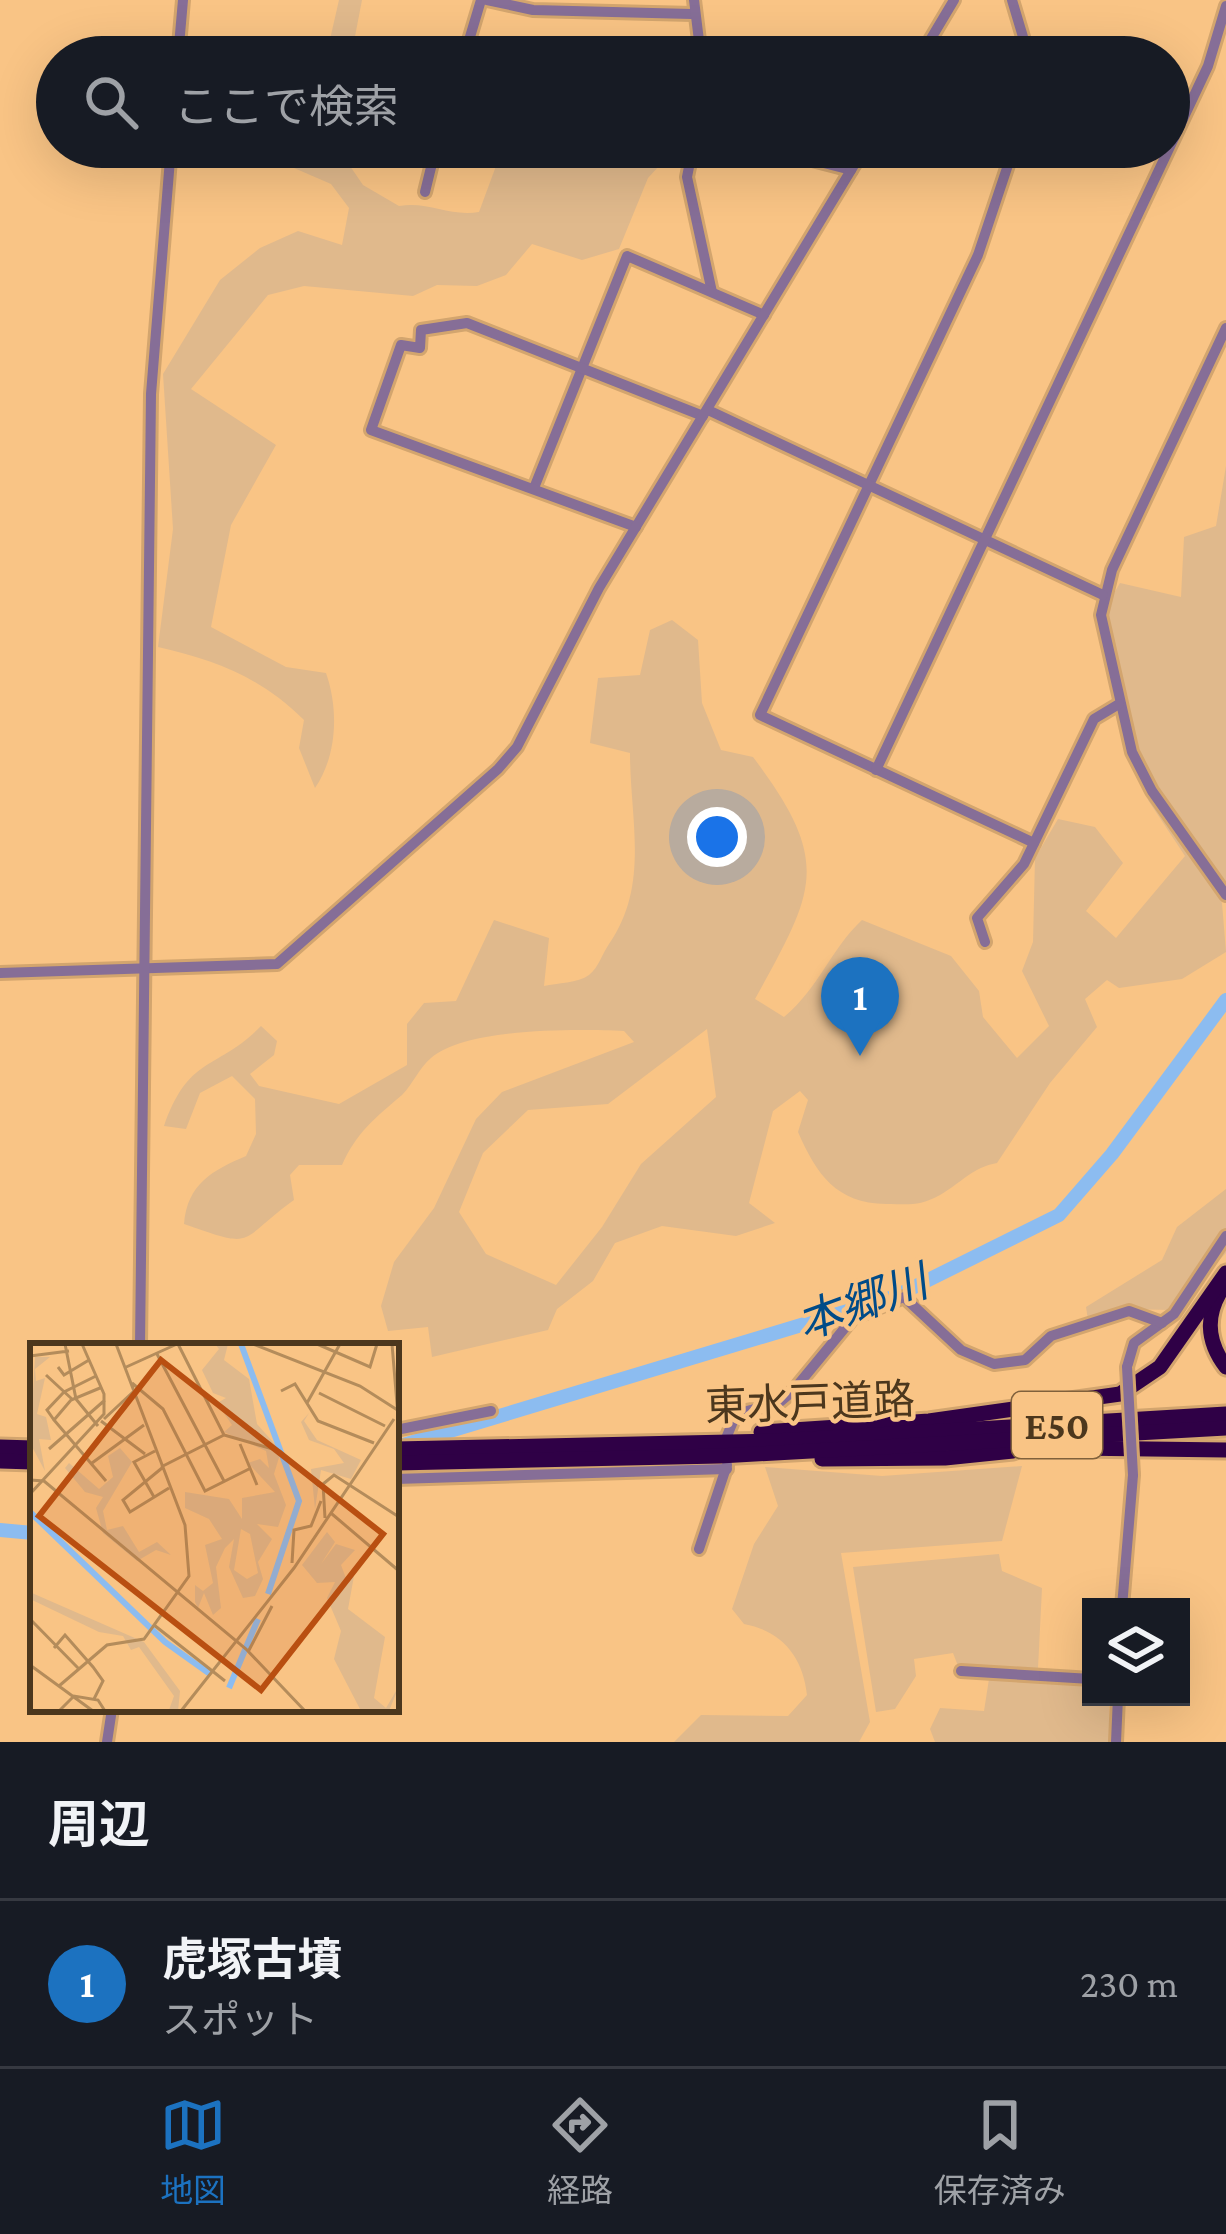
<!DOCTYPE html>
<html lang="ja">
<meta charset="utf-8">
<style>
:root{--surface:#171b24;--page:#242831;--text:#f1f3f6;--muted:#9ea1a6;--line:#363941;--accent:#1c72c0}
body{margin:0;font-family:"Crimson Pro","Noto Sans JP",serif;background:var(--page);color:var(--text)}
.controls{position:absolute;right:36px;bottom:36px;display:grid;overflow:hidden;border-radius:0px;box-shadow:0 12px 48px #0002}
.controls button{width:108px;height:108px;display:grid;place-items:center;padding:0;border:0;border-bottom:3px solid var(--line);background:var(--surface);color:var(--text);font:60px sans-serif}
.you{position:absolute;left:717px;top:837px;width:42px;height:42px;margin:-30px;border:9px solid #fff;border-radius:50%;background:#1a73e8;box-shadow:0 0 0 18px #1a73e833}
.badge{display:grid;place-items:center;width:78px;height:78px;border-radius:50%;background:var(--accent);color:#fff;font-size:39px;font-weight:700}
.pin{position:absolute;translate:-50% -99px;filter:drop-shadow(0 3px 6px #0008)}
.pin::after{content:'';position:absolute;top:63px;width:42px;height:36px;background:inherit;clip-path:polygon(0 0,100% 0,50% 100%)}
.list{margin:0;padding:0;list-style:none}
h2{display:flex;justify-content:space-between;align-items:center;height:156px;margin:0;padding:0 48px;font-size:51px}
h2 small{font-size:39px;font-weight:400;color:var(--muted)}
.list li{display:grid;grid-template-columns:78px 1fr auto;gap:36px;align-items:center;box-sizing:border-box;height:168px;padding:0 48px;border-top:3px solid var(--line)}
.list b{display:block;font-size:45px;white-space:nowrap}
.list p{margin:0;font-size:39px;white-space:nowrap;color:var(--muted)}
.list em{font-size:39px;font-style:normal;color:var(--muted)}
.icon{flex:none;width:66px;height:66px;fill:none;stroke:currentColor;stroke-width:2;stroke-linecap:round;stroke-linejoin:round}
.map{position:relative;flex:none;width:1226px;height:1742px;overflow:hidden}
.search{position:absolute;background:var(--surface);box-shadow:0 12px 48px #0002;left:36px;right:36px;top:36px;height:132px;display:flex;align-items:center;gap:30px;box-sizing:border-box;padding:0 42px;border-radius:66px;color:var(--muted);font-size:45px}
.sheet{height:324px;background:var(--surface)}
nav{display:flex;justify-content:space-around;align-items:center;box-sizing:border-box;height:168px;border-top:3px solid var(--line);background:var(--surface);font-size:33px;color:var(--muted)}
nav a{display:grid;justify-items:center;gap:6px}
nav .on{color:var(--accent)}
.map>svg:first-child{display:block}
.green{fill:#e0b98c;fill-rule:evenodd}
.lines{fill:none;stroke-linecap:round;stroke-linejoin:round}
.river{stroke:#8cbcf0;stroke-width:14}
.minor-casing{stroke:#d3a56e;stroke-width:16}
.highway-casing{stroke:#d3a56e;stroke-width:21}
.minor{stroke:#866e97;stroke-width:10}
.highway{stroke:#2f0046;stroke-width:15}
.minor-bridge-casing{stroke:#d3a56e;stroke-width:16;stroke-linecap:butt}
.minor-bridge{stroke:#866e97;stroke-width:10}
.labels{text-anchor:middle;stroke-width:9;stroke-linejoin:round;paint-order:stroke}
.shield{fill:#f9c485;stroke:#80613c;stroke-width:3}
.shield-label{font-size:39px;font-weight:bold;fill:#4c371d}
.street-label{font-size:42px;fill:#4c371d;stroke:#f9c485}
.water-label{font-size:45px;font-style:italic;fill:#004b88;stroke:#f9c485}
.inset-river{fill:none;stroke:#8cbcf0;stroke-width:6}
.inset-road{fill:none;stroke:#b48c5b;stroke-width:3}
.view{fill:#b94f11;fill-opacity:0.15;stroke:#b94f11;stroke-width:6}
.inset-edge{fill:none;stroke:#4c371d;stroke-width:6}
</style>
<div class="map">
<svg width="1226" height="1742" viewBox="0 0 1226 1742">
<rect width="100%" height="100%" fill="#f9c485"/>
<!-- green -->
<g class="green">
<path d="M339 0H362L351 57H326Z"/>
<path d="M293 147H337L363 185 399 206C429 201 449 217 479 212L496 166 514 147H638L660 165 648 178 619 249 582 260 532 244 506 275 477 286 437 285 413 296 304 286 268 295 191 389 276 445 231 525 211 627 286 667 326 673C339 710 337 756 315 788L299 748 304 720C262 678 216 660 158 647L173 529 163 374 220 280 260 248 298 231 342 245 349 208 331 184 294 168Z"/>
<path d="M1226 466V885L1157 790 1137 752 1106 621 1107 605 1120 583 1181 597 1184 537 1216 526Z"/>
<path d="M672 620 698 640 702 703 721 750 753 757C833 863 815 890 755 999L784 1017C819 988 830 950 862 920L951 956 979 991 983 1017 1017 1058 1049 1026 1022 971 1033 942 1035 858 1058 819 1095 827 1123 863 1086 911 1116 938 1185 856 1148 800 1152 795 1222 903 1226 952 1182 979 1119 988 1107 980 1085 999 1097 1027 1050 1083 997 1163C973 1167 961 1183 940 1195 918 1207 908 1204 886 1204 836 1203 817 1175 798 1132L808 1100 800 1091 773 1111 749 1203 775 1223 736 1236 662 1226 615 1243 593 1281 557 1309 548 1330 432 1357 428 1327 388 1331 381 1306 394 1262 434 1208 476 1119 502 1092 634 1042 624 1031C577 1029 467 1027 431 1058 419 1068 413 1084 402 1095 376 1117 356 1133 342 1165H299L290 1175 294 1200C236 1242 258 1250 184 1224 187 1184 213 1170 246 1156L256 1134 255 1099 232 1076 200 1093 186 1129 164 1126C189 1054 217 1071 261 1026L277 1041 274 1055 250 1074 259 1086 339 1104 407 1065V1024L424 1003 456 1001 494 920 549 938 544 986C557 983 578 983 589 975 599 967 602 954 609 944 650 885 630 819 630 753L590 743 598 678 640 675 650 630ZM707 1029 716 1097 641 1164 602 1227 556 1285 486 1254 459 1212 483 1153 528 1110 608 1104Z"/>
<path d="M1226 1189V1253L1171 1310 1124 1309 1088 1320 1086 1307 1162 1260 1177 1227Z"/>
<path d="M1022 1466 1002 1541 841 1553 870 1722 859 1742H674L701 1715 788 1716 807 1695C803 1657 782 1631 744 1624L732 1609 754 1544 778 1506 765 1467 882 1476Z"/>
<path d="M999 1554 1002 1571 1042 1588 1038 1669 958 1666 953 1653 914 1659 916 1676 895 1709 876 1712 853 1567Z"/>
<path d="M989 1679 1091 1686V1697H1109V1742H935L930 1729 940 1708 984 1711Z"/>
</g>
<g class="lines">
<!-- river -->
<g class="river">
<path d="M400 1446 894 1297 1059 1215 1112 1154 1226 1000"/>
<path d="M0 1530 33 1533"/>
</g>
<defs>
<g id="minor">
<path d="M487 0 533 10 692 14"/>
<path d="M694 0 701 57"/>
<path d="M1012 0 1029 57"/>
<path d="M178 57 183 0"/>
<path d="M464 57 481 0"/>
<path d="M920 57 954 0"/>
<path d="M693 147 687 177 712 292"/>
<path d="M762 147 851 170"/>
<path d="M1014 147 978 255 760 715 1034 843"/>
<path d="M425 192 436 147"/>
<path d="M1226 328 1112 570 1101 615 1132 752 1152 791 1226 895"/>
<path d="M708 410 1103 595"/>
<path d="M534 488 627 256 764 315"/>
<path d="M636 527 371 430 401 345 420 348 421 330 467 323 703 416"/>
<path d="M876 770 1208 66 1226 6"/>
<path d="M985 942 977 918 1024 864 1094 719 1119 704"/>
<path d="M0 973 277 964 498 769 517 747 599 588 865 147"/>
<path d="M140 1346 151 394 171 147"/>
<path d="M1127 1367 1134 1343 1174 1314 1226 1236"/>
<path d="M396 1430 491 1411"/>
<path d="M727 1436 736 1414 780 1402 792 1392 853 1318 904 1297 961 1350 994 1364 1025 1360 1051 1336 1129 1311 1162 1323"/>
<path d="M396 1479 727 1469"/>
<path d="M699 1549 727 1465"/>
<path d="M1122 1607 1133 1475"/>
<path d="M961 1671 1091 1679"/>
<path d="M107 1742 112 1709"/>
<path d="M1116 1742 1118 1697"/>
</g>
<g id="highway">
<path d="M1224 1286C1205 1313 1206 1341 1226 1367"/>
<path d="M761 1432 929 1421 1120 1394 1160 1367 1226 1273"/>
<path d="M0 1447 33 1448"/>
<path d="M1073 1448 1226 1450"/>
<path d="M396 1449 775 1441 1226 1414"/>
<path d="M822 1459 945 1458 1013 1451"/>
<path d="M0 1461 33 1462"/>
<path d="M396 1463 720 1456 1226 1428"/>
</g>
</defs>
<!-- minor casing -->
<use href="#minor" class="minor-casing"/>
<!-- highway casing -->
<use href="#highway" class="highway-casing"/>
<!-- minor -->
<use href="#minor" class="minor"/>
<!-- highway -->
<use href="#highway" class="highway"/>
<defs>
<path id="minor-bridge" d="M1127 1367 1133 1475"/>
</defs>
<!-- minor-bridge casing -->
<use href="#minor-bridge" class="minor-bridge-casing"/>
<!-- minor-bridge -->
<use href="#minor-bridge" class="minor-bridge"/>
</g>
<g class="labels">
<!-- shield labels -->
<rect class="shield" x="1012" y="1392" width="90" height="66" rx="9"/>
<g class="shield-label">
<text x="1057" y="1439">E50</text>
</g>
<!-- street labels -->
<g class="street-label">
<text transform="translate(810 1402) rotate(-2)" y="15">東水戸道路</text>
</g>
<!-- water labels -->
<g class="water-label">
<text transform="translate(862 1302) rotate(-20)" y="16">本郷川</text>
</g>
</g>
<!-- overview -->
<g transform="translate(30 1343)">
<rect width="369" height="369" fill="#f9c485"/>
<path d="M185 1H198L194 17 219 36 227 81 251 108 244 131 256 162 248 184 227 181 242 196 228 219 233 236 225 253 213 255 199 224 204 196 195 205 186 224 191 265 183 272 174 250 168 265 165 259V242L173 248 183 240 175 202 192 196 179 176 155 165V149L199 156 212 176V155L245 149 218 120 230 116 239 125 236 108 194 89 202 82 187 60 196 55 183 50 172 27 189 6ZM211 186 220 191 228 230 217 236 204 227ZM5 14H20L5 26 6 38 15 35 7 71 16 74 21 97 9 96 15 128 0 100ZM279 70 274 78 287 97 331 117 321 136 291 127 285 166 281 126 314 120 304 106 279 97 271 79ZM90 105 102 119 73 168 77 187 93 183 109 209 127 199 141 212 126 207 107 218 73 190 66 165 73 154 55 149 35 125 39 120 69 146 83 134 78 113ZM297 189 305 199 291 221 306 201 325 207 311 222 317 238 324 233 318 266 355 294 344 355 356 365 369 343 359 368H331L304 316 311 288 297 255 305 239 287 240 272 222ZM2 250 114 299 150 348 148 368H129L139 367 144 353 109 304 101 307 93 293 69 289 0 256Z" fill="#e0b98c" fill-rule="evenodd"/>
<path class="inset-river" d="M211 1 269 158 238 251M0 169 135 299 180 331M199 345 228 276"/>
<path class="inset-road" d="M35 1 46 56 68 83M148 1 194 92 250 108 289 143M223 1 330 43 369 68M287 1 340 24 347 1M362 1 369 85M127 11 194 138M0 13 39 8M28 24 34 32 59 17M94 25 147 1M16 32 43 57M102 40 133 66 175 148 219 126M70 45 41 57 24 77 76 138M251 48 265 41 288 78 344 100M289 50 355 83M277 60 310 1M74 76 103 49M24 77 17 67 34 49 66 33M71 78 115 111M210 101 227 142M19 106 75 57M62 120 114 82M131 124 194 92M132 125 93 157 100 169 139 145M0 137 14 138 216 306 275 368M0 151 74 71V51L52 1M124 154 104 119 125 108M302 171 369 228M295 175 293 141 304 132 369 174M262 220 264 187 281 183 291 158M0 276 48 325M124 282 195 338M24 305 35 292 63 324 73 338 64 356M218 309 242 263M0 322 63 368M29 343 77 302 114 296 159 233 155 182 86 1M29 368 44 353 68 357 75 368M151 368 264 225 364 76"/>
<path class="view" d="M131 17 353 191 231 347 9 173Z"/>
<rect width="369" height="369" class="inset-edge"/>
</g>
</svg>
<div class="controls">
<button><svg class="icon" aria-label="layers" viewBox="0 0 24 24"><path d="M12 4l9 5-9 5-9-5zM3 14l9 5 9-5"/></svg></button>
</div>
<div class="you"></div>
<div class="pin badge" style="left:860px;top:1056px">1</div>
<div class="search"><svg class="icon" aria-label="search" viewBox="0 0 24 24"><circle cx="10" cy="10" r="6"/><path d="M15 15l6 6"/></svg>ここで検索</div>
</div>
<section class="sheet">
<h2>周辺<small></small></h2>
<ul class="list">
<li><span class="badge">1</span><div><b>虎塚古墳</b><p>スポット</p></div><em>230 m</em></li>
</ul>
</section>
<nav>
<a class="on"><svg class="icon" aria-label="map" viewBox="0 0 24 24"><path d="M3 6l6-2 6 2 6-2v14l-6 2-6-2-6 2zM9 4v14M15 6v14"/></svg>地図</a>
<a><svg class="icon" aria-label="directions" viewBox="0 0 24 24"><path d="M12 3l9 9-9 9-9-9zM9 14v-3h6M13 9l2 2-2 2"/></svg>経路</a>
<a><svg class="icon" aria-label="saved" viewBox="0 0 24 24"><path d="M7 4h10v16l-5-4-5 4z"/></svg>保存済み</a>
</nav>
• • •
▸ What you are asked to do
Using the records above, determine how many lines hold the word "controls", and answer with that figure only.

▸ Solved problem
3